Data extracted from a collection

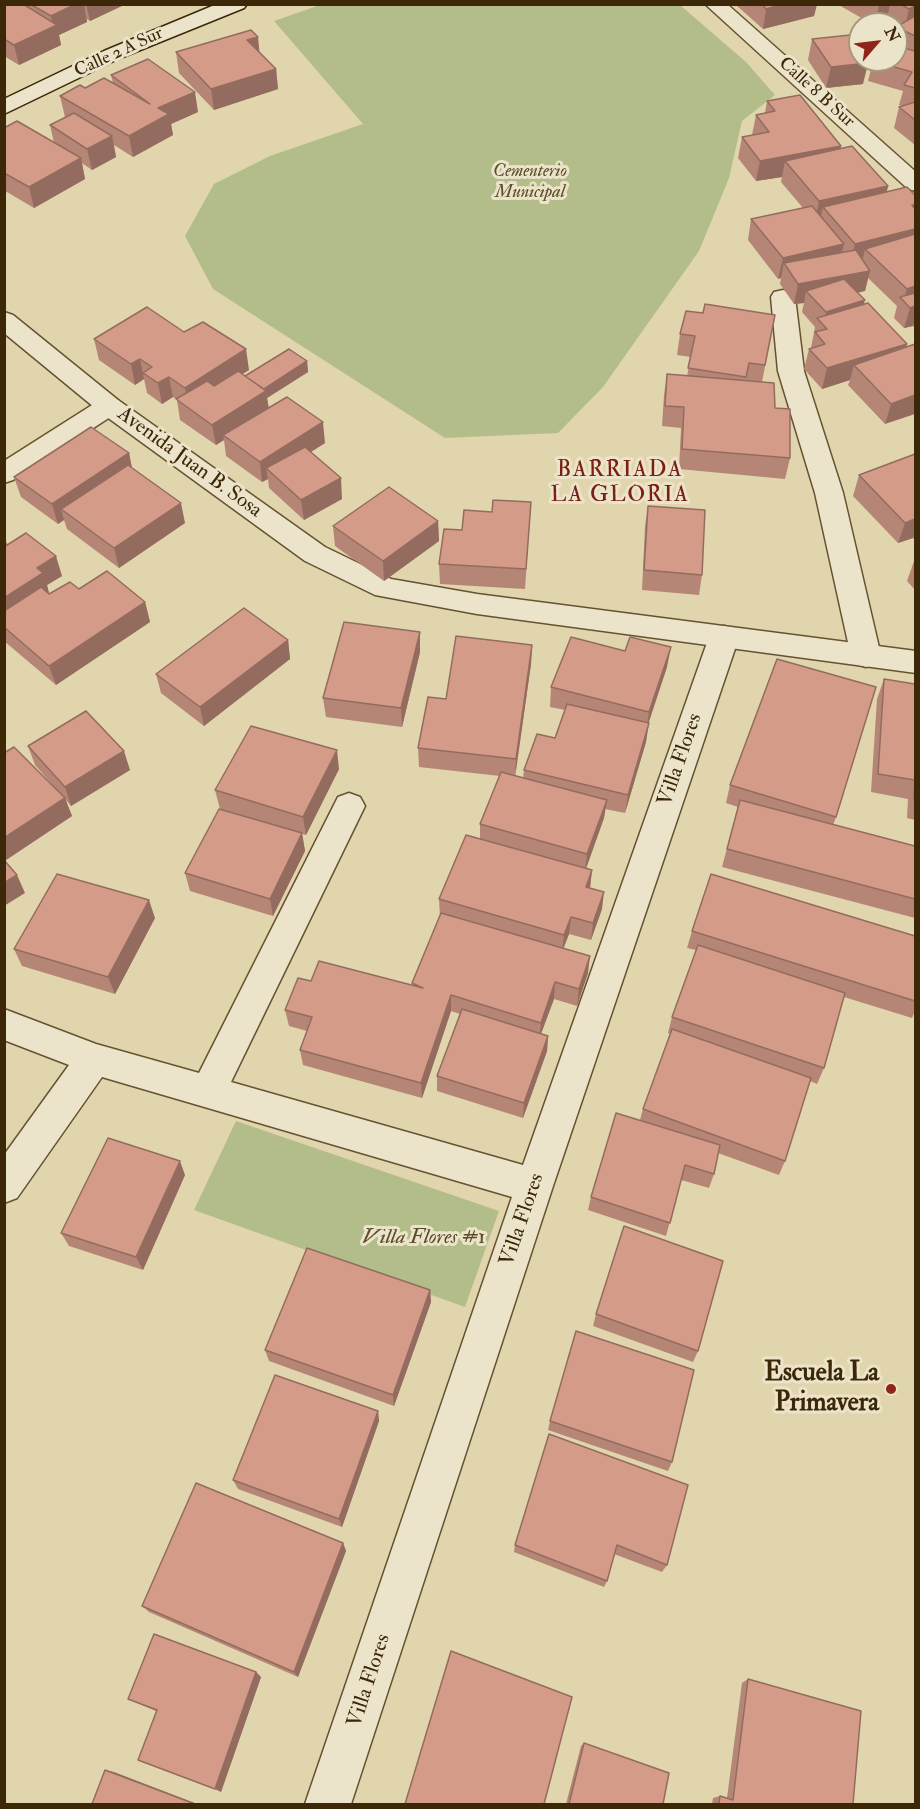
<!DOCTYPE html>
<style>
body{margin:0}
#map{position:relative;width:920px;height:1809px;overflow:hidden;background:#e1d5ad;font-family:"IM FELL Double Pica",serif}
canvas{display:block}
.frame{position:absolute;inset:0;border:6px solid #3c2708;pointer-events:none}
.north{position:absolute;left:848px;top:12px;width:60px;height:60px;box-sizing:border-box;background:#ece4ca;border:2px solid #a6987c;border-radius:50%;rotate:62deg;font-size:16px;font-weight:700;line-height:24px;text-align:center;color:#3c2708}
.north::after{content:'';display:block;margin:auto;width:21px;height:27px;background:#8f2418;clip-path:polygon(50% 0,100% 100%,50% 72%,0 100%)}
</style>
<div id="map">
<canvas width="920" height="1809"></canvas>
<div class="frame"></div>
<div class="north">N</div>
</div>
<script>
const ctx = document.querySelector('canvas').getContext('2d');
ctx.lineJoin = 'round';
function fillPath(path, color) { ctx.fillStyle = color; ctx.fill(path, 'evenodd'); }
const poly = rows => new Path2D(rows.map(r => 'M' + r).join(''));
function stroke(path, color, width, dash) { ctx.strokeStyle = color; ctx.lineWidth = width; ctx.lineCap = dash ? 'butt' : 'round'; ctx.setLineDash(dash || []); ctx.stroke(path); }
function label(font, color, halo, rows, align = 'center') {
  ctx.font = font + ' "IM FELL Double Pica",serif'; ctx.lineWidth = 6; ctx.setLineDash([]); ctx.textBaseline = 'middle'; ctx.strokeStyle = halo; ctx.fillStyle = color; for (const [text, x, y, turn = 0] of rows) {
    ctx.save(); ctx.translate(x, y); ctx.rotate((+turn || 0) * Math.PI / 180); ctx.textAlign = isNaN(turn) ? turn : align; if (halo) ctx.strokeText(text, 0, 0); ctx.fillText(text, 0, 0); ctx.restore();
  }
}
fillPath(poly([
 [320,5,680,5,746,62,775,95,742,121,729,178,699,251,603,387,558,433,445,438,213,289,185,236,214,184,270,156,363,124,274,21],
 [236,1121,499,1211,465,1307,194,1210]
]), '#b3bd8a');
const minor = poly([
 [783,290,792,292,795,297,804,371,843,493,881,656,876,664,866,667,856,664,851,656,815,493,778,371,771,297,774,292,783,290],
 [109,398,118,400,122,406,118,412,13,480,4,483,4,461,100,400,109,398],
 [724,626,734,629,739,637,553,1186,351,1804,305,1804,512,1197,102,1077,17,1198,4,1203,4,1155,69,1065,4,1040,4,1009,96,1044,199,1073,338,797,349,793,360,797,365,806,231,1082,523,1165,709,637,714,629,724,626]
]);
const tertiary = poly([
 [705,4,727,4,916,172,916,191,908,189,705,4],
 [4,312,13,315,118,400,325,547,391,579,477,594,916,651,916,673,477,614,375,595,305,561,100,412,4,333,4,312]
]);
const secondary = poly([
 [217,4,247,4,244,8,118,59,4,114,4,99,104,51,217,4]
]);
stroke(minor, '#655231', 3);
stroke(tertiary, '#655231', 3);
stroke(secondary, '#3c2708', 3);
fillPath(minor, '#ece4ca');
fillPath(tertiary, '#ece4ca');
fillPath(secondary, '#ece4ca');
fillPath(poly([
 [4,4,126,4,90,21,87,19,87,22,59,35,61,45,19,65,4,56],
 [817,4,814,16,763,29,736,5],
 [837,4,915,4,915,145,894,128,899,107,902,106,899,105,903,91,868,81,873,61,896,60,896,27,897,26,896,24,894,24,887,20,878,24,872,24],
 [812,39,863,84,826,88,808,60],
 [176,52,260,52,276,69,278,89,214,110,179,73],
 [111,75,198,112,171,124,173,135,133,157,114,145,116,157,92,170,82,163,85,179,34,208,7,192,4,193,4,128,54,143,50,125,66,117,65,117,60,96,85,88,113,83],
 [767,101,841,149,888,186,887,191,915,195,915,328,913,326,904,328,894,318,897,306,868,278,865,291,857,293,864,304,907,344,906,348,915,344,885,424,848,385,850,380,822,389,804,369,809,349,811,348,815,327,802,312,804,303,794,304,780,284,781,278,778,279,748,240,751,219,803,208,781,182,782,177,756,181,738,158,742,137,752,135,756,115,765,113],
 [703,313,775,315,762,382,775,408,790,458,785,479,679,469,681,428,662,426,664,395,667,374,687,376,691,357,677,355,680,334],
 [184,332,249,370,242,374,245,376,307,361,308,372,267,398,269,408,325,443,311,452,342,499,304,520,269,488,268,479,262,482,226,456,224,440,216,445,180,420,177,400,173,397,162,404,147,393,144,379,135,385,99,360,94,339],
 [129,453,132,468,185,523,119,568,67,529,64,520,58,524,21,497,14,477],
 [915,454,915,541,913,538,898,543,853,496,859,475],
 [531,502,525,589,440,584,439,564,462,530,492,512],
 [648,506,702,575,699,595,642,590,645,526],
 [438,521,439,541,384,581,335,546,333,526],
 [4,538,8,545,62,576,47,585,49,594,79,589,145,602,150,622,56,685,4,641],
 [915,560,915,590,907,581,914,561],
 [288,640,290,659,204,726,161,693,156,674],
 [532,645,531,664,515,775,523,778,524,770,555,738,565,710,550,707,551,687,667,667,648,723,646,742,625,813,605,809,604,818,586,869,592,870,590,888,602,909,591,940,569,934,563,949,588,973,577,1006,554,999,541,1034,548,1036,547,1051,523,1118,437,1091,437,1076,460,1014,451,1011,422,1098,303,1065,300,1050,307,1031,289,1026,285,1010,311,981,412,985,440,917,439,899,480,839,480,824,500,776,419,767,418,748],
 [420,652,402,727,326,717,323,698],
 [884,679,915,684,915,820,907,818,908,799,871,792,877,699],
 [28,746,130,770,71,806,65,799,72,816,6,860,4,857,4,753,57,790,35,765],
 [339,769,306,835,302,834,305,851,273,916,190,891,185,873,220,809,215,790],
 [730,785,836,817,833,825,915,846,915,918,722,867,738,807,726,803],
 [155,918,115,994,22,966,14,949],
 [692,931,915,936,915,1011,912,1018,844,997,824,1068,817,1084,810,1081,785,1161,779,1175,718,1153,714,1174,709,1188,681,1180,666,1236,588,1210,591,1197,640,1120,643,1109,671,1034,668,1033,672,1017,696,950,687,948],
 [185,1175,143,1270,69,1246,61,1233],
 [430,1290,431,1302,394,1406,269,1361,265,1350],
 [596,1314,698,1351,693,1362,593,1326],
 [378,1411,379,1421,342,1527,238,1489,233,1480],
 [550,1421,672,1462,668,1471,548,1430],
 [549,1434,667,1565,662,1572,614,1554,607,1581,604,1587,514,1552,515,1545],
 [343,1543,346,1551,298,1677,149,1612,142,1606],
 [256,1672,261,1677,221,1792,156,1711,128,1699],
 [748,1679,853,1804,712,1804,713,1798,720,1796,727,1798,742,1683],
 [584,1743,663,1804,566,1804,581,1746]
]), '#b58575');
fillPath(poly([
 [76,4,84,4,87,22,59,35,61,45,19,65,14,45,53,26,51,16],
 [86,4,126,4,90,21],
 [784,4,817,4,814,16,763,29,766,9],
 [880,4,890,4,887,20,878,24,875,24,879,5],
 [915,6,915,24,904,30,909,9],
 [258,37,260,57,247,40],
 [860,60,869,60,863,84,826,88,831,67],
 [276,69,278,89,214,110,211,89],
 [195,92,198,112,171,124,173,135,133,157,129,136,158,108],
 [112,136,116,157,92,170,87,149],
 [841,146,837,167,785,161,782,177,756,181,760,161],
 [81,158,85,179,34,208,29,187],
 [888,186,883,207,823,207,820,221,815,222,819,201],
 [915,229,915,249,865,249,862,262,850,264,855,244],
 [844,244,839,265,784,263,781,278,778,279,783,258],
 [870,271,865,291,815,300,806,291,804,303,794,304,798,284],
 [915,286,915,305,903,301,907,289],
 [865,300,859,321,827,329,823,325,826,312],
 [915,306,915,319,913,326,904,328,910,308],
 [907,344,901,364,854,365,850,380,822,389,827,368],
 [246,349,249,370,189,408,185,388],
 [140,359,144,379,135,385,131,364],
 [307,361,308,372,267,398,269,411,223,435,224,440,216,445,212,425,263,389],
 [169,377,173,397,162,404,158,383],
 [915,395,915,414,885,424,891,404],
 [323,422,325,443,274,475,266,468,268,479,262,482,260,462],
 [129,453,133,474,61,509,64,520,58,524,52,504],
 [341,478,342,499,304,520,301,500],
 [181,503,185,523,119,568,114,548],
 [915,519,915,530,913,538,898,543,905,523],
 [438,521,439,541,384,581,383,561],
 [56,556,62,576,47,585,49,593,4,623,4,598,37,568],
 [145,602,150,622,56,685,49,666],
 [420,632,420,652,402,727,401,708],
 [288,640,290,659,204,726,200,707],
 [532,645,531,664,515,778,516,759],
 [671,647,667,667,646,731,649,712],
 [649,723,646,742,625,813,628,795],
 [337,750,339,769,306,835,303,817],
 [124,751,130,770,71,806,65,787],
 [65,798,72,816,6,860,4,855,4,838],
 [607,800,604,818,585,871,587,854],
 [302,833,305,851,273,916,270,899],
 [592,870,590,888,586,887],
 [17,875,25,893,4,906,4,883],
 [604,892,602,909,591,940,593,923],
 [149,900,155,918,115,994,108,977],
 [571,917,569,934,562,952,564,935],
 [590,956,588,973,577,1006,579,989],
 [555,982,554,999,539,1039,541,1023],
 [451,995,451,1011,422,1098,421,1083],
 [548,1036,547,1051,523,1118,524,1103],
 [180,1161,185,1175,143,1270,136,1257],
 [430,1290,431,1302,394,1406,393,1395],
 [378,1411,379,1421,342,1527,339,1519],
 [343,1543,346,1551,298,1677,294,1672],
 [256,1672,261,1677,221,1792,215,1789],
 [105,1770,114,1772,197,1804,195,1804]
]), '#946c5f');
const building = poly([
 [4,4,23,4,57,25,14,45,4,39,4,4],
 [30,4,76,4,51,16,30,4],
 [762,4,784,4,766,9,762,4],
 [900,4,915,4,915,6,909,9,900,4],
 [915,16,915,36,896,27,915,16],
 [251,30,258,37,247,40,276,69,211,89,176,52,251,30],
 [860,34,860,60,866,60,868,63,831,67,812,39,860,34],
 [896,46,915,51,915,88,904,85,912,72,873,61,874,60,896,60,896,46],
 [148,59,195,92,158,108,169,114,129,136,60,96,80,85,85,88,104,78,150,104,111,75,148,59],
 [800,95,841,146,760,161,742,137,769,132,756,115,775,111,767,101,800,95],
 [915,102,915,120,899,107,915,102],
 [74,113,112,136,87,149,50,125,74,113],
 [17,121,81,158,29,187,4,173,4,128,17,121],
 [852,146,888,186,819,201,785,161,852,146],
 [907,187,915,195,915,205,912,205,915,209,915,229,855,244,823,207,907,187],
 [812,206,844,244,783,258,751,219,812,206],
 [915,234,915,286,907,289,865,249,915,234],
 [856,250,870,271,798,284,784,263,856,250],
 [844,279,865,300,826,312,806,291,844,279],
 [915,293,915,306,910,308,900,297,915,293],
 [868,303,907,344,827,368,809,349,825,344,815,332,827,329,817,318,868,303],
 [705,304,775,315,765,365,749,363,746,377,688,368,695,336,680,334,686,311,703,313,705,304],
 [147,307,184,332,203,322,246,349,185,388,169,377,158,383,143,373,152,367,140,359,131,364,94,339,147,307],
 [915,344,915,395,891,404,854,365,915,344],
 [289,349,307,361,264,389,245,376,289,349],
 [238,371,266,391,212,425,176,399,207,381,214,386,238,371],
 [667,374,774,383,775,408,790,409,790,458,682,449,684,407,665,406,667,374],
 [287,397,323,422,260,462,223,435,287,397],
 [91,427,129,453,52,504,14,477,91,427],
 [305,447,341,478,301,500,266,468,305,447],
 [915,454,915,519,905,523,859,475,915,454],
 [128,465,181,503,114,548,61,509,128,465],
 [389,487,438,521,383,561,333,526,389,487],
 [493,500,531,502,526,569,439,564,444,529,462,530,464,510,492,512,493,500],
 [648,506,705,510,702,575,644,570,648,506],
 [26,533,56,556,37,568,43,573,4,598,4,547,26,533],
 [107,571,145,602,49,666,4,627,4,611,41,587,49,594,70,582,79,589,107,571],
 [244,608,288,640,200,707,156,674,244,608],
 [344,622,420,632,401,708,323,698,344,622],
 [456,636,532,645,516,759,418,748,428,697,446,699,456,636],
 [571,637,625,651,630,637,671,647,649,712,551,687,571,637],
 [777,659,876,687,836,817,730,785,777,659],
 [884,679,915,684,915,800,914,800,915,780,878,774,884,679],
 [567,704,649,723,628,795,524,770,537,734,555,738,567,704],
 [86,711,124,751,65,787,28,746,86,711],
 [251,726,337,750,303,817,215,790,251,726],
 [14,747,65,798,4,838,4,753,14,747],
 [501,772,607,800,587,854,480,824,501,772],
 [740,800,915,846,915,899,727,849,740,800],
 [219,809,302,833,270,899,185,873,219,809],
 [466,835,592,870,586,887,604,892,593,923,571,917,564,935,439,899,466,835],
 [4,860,17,875,4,883,4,860],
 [57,874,149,900,108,977,14,949,57,874],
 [711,874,915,936,915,1001,692,931,711,874],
 [441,913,590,956,579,989,555,982,541,1023,451,995,421,1083,300,1050,312,1017,285,1010,298,978,311,981,319,961,423,988,412,983,441,913],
 [698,945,845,993,824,1068,672,1017,698,945],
 [462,1009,548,1036,524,1103,437,1076,462,1009],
 [672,1029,811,1078,785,1161,643,1109,672,1029],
 [616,1113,720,1145,714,1174,685,1165,670,1223,591,1197,616,1113],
 [108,1138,180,1161,136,1257,61,1233,108,1138],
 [624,1226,723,1261,698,1351,596,1314,624,1226],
 [307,1248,430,1290,393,1395,265,1350,307,1248],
 [576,1331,694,1370,672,1462,550,1421,576,1331],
 [275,1375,378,1411,339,1519,233,1480,275,1375],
 [549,1434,688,1485,667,1565,617,1545,607,1581,515,1545,549,1434],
 [196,1483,343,1543,294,1672,142,1606,196,1483],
 [154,1634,256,1672,215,1789,138,1760,157,1710,128,1699,154,1634],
 [451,1651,572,1697,544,1804,405,1804,451,1651],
 [748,1679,861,1711,853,1804,719,1804,720,1796,733,1800,748,1679],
 [584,1743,669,1773,663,1804,569,1804,584,1743],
 [105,1770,195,1804,92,1804,105,1770]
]);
fillPath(building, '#d39b88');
stroke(building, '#946c5f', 1.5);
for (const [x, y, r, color] of [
 [891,1389,6,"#8f2418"]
]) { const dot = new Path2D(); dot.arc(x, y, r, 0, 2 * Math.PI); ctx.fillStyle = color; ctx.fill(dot); stroke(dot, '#ece4ca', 2); }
label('18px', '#3c2708', '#ece4ca', [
 ["Calle 2 A Sur",119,53,-25],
 ["Calle 8 B Sur",816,93,42]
]);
label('italic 18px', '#5a4c28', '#ece4ca', [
 ["Cementerio",530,172],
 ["Municipal",530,193]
]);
label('21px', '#3c2708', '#ece4ca', [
 ["Avenida Juan B. Sosa",189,463,36],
 ["Villa Flores",681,760,-71],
 ["Villa Flores",523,1220,-71],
 ["Villa Flores",370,1681,-72]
]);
label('italic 21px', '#5a4c28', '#ece4ca', [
 ["Villa Flores #1",424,1238]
]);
ctx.letterSpacing = '1.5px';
label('22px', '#7a1f14', '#ece4ca', [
 ["BARRIADA",620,471],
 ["LA GLORIA",620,496]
]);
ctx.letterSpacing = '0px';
label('bold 26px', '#3c2708', '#ece4ca', [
 ["Escuela La",879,1374],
 ["Primavera",879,1404]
], 'right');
</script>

Activity =>
Begin at the first line of the data above and repeat each line exactly, stopping after the line containing "const ctx = document.querySelector('canvas').getContext('2d');". Omit the pictures.

Exercise result =>
<!DOCTYPE html>
<style>
body{margin:0}
#map{position:relative;width:920px;height:1809px;overflow:hidden;background:#e1d5ad;font-family:"IM FELL Double Pica",serif}
canvas{display:block}
.frame{position:absolute;inset:0;border:6px solid #3c2708;pointer-events:none}
.north{position:absolute;left:848px;top:12px;width:60px;height:60px;box-sizing:border-box;background:#ece4ca;border:2px solid #a6987c;border-radius:50%;rotate:62deg;font-size:16px;font-weight:700;line-height:24px;text-align:center;color:#3c2708}
.north::after{content:'';display:block;margin:auto;width:21px;height:27px;background:#8f2418;clip-path:polygon(50% 0,100% 100%,50% 72%,0 100%)}
</style>
<div id="map">
<canvas width="920" height="1809"></canvas>
<div class="frame"></div>
<div class="north">N</div>
</div>
<script>
const ctx = document.querySelector('canvas').getContext('2d');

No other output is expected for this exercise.